The goal is to make the Dinger dance about six inches deep, darting from left to right. “A soft plastic has 10 times the action of a hardbait,” Paullo adds. “When a Dinger darts past, feeding stripers can’t help themselves.”
Thanks to its lifelike look, the Forktail Dinger excels on calm days under full sun. “It looks natural dancing along just beneath the surface,” he says. “Dingers are also great follow-up baits for topwater lures like Cordell Red Fins and Creek Chub Super Knuckle-Heads.”
Color choices center on pearlescent hues that mimic baitfish. “Anything that looks like alewives, herring or shad is good,” he says. “If the water gets a little dirty, though, I might switch to a bubblegum or purple-and-black pattern.”
To maximize the bait’s action, Paullo rigs the Forktail weightless on the 9/0 XCalibur hook Yum supplies with 4-packs of the baits, and ties direct to 20-pound fluorocarbon. “You basically Texas-rig it,” he says. “Except that you want a slight bend in the body, for more action. Run the hook bend about 1/8 to 1/4 inch past the point where the bait would be straight.”
Time To Walk
Paullo begins Walking The Dinger in saltwater current rips when water temperatures reach the 52-degree mark in spring. “The best are in six to seven feet of water, on flats off the main river channel, or on giant sand flats in the sound,” he says, noting, “I prefer the outgoing tide because the current is stronger. The fish may wander a bit on an incoming tide.”
He looks for stripers holding shallow at the tail ends of current-washed gravel and rock bars. “The fish will be facing up-current, on the edge of the drop, or just over the deep water.”
Paullo positions his boat just below and to the side of the target area, and launches long casts into the middle of the rip, ahead of the fish. From that point on, it’s a simple matter of walking the bait home until a striper attacks.
“You can also Walk The Dinger for fish schooling in the open water of big inland reservoirs, but I like current because it concentrates the fish and positions them in predictable ways that make it easy to know where to cast,” he says.
On Ouachita, Paullo and I looked for linesides harassing shad over classic spots including flooded timber, old channels and just off the tips of main-lake points. “Wherever they’re busting baitfish on top in clear water, this will work,” he says.
The technique holds water all through the summer on Paullo’s salty sweet spots, and on inland lakes until stripers go deep to escape rising water temperatures. When this happens, he trims a few inches off the head of the Forktail and threads it on a 1/2- to 1-ounce leadhead.
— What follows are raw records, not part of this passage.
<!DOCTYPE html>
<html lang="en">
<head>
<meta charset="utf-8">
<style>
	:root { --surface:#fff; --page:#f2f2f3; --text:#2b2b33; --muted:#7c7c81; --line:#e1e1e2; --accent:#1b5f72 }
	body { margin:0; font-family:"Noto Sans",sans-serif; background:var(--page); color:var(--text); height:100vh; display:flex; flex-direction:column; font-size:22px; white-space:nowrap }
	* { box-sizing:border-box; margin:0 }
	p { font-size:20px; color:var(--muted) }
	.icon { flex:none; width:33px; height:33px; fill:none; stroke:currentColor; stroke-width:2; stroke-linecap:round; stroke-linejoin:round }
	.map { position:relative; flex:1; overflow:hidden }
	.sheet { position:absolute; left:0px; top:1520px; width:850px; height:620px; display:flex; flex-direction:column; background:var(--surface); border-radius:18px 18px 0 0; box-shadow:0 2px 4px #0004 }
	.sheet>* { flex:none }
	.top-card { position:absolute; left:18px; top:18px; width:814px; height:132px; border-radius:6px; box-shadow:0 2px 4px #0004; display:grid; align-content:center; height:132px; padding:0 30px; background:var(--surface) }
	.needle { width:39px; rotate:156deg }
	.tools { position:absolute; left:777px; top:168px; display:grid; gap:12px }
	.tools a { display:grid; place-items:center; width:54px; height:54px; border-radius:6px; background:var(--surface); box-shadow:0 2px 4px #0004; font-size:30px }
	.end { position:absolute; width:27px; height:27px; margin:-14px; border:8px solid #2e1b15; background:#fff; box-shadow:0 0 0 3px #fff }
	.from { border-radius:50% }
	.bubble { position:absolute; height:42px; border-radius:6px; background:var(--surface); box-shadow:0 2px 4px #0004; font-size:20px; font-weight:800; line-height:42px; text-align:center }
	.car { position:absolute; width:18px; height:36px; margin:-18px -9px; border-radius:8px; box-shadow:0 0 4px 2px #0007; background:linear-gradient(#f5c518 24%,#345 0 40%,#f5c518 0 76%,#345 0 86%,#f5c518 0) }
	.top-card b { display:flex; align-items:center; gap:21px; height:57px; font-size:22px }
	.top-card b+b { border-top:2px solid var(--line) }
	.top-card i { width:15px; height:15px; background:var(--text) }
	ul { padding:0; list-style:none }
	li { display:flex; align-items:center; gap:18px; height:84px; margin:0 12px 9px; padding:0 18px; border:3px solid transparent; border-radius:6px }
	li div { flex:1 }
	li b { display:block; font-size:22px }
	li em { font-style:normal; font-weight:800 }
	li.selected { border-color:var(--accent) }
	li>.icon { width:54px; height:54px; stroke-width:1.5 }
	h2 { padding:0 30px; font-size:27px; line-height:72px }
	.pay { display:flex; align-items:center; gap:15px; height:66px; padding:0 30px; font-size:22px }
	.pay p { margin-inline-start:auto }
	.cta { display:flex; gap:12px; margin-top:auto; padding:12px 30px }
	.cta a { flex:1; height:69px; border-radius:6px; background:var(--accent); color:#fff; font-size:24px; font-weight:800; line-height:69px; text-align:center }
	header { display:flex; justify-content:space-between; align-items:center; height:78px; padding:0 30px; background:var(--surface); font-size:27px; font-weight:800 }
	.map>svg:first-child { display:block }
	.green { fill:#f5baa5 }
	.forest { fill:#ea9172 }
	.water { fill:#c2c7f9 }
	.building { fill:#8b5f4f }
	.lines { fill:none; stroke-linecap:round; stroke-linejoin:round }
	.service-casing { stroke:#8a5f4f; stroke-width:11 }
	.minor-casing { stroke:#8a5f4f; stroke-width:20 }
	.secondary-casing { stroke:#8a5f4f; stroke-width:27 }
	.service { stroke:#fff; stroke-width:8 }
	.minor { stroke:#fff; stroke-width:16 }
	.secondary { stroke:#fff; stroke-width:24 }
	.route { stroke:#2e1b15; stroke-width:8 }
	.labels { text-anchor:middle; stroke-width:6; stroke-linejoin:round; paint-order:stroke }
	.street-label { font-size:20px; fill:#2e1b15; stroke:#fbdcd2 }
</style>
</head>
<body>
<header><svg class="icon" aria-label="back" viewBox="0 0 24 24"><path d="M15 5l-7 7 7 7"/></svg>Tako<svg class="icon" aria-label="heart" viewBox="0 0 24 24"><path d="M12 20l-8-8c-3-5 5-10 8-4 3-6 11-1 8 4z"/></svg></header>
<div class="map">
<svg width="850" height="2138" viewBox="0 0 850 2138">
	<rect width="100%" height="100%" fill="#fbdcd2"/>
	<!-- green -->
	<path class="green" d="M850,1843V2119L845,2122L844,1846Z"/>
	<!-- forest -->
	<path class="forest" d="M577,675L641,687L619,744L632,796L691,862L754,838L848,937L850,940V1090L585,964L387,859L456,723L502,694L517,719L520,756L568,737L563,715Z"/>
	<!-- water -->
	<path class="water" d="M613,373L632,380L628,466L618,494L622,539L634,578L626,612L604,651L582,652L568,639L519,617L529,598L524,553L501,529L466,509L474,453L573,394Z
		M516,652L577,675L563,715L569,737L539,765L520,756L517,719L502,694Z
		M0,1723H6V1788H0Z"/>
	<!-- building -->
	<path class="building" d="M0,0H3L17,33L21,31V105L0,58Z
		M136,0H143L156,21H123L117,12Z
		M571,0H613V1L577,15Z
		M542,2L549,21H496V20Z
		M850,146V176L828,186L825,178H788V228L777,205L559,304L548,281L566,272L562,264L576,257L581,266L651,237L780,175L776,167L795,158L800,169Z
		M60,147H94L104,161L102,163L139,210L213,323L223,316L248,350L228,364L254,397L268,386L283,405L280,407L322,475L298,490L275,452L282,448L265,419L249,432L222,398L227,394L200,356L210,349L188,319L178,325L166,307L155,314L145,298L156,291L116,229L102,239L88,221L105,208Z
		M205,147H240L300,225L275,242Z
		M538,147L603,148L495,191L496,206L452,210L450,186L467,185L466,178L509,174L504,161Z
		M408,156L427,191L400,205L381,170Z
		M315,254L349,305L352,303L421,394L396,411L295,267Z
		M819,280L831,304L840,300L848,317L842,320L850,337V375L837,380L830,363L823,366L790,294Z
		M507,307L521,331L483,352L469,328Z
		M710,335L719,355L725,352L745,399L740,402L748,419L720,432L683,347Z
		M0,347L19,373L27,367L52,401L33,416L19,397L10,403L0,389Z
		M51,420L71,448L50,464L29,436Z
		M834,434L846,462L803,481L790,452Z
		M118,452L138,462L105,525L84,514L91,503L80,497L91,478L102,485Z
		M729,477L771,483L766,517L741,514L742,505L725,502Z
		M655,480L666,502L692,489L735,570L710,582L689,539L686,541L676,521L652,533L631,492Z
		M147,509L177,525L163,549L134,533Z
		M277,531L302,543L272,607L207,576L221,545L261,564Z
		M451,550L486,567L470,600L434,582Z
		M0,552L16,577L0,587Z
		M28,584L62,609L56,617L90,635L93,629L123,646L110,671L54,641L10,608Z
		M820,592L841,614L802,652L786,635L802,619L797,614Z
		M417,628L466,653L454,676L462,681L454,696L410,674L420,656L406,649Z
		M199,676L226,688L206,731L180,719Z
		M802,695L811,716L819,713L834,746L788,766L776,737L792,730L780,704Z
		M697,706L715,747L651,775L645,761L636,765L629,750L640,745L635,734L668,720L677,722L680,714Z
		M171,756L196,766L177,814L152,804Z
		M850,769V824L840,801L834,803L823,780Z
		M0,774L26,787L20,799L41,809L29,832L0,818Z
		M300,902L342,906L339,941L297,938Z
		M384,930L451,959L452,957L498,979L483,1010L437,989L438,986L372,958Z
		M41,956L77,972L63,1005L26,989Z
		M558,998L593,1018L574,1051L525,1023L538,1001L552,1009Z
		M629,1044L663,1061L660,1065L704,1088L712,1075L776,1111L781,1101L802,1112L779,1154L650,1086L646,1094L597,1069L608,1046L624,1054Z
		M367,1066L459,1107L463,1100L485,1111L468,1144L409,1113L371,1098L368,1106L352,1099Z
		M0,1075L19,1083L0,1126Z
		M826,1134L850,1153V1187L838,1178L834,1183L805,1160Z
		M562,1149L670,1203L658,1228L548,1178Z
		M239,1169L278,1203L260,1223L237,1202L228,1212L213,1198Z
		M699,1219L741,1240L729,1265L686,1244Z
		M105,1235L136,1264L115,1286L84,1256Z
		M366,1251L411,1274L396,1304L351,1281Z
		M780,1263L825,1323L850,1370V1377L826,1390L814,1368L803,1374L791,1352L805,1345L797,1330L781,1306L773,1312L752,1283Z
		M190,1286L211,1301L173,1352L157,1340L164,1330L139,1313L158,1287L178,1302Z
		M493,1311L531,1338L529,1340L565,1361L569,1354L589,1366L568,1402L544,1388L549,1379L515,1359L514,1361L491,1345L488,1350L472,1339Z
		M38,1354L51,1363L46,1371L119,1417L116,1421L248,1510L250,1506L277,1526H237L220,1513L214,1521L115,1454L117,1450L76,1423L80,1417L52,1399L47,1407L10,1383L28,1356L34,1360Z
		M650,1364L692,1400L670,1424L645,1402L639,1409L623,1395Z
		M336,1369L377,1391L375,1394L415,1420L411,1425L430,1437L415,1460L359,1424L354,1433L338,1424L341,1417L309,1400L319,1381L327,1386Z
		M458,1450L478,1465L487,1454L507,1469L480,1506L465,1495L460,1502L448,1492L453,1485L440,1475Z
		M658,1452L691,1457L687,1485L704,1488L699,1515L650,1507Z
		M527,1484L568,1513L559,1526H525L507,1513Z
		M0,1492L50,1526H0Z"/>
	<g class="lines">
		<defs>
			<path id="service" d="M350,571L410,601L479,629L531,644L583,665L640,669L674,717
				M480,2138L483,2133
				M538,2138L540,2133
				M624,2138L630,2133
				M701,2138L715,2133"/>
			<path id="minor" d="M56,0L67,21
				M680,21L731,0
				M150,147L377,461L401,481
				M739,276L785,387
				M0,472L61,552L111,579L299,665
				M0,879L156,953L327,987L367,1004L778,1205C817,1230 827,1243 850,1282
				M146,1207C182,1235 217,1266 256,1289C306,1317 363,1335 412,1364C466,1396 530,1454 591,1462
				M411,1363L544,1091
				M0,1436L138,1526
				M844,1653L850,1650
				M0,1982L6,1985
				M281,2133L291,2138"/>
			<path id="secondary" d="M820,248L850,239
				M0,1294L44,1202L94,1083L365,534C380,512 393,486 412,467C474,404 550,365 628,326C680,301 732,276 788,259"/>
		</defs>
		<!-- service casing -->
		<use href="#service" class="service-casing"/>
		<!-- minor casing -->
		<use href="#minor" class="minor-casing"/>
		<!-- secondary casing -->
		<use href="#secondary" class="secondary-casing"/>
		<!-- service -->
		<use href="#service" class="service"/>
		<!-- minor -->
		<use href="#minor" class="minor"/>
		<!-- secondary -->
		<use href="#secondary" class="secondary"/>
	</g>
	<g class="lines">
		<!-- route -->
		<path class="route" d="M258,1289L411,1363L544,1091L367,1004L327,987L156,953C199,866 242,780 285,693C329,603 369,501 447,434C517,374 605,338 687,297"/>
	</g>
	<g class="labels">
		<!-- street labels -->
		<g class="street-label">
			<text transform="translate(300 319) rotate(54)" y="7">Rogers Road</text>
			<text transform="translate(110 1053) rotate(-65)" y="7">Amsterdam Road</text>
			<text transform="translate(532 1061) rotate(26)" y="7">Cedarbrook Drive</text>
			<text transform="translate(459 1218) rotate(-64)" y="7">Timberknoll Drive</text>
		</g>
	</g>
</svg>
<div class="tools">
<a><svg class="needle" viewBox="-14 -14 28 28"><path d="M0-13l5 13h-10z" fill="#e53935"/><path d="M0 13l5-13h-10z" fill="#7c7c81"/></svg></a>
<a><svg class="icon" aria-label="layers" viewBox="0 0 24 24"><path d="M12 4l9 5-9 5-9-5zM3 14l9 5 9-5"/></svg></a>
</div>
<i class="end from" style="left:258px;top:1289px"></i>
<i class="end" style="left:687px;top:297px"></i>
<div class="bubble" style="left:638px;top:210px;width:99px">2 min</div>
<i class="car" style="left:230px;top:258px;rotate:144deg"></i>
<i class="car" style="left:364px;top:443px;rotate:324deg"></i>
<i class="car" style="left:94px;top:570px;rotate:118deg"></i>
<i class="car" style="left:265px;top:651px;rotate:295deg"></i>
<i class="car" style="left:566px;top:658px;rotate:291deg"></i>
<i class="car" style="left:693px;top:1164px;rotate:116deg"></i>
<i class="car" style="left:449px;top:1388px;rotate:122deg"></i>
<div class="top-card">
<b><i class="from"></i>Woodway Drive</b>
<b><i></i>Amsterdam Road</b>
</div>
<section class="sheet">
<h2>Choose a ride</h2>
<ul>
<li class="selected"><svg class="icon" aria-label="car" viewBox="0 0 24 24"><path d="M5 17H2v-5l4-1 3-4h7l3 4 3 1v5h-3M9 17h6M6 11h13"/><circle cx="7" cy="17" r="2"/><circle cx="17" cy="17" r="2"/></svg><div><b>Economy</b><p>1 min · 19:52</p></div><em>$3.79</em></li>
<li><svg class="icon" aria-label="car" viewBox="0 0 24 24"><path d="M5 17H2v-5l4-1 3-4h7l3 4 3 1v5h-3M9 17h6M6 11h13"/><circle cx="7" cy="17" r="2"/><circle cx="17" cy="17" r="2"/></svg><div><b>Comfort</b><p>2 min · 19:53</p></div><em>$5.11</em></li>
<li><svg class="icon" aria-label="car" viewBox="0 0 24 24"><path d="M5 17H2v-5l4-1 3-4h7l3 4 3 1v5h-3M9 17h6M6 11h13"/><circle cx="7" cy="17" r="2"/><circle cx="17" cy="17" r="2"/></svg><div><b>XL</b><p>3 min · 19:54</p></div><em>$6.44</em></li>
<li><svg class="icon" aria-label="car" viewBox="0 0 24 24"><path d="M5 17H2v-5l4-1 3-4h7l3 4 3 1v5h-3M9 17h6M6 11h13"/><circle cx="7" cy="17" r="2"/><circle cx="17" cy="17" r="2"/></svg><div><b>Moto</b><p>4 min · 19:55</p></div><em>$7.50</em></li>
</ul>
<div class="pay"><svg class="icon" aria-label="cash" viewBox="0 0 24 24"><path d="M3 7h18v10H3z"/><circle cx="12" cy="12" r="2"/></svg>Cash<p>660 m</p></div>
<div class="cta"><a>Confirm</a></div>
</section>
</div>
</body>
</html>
“Stripers love its action on a jig, and it’s a great way to recycle beat-up baits,” he laughs. “I’ve taken some monsters jigging 40- to 50-foot holes in Connecticut’s Thames River in the fall this way. Still, walking is my favorite.”
Walk Away
Indeed, Paullo’s topside Dinger dance is a deadly new way to take stripers in salt and freshwater. And, with the baits in full production this season, there’s no reason for NAFC members not to take a walk on the wild side.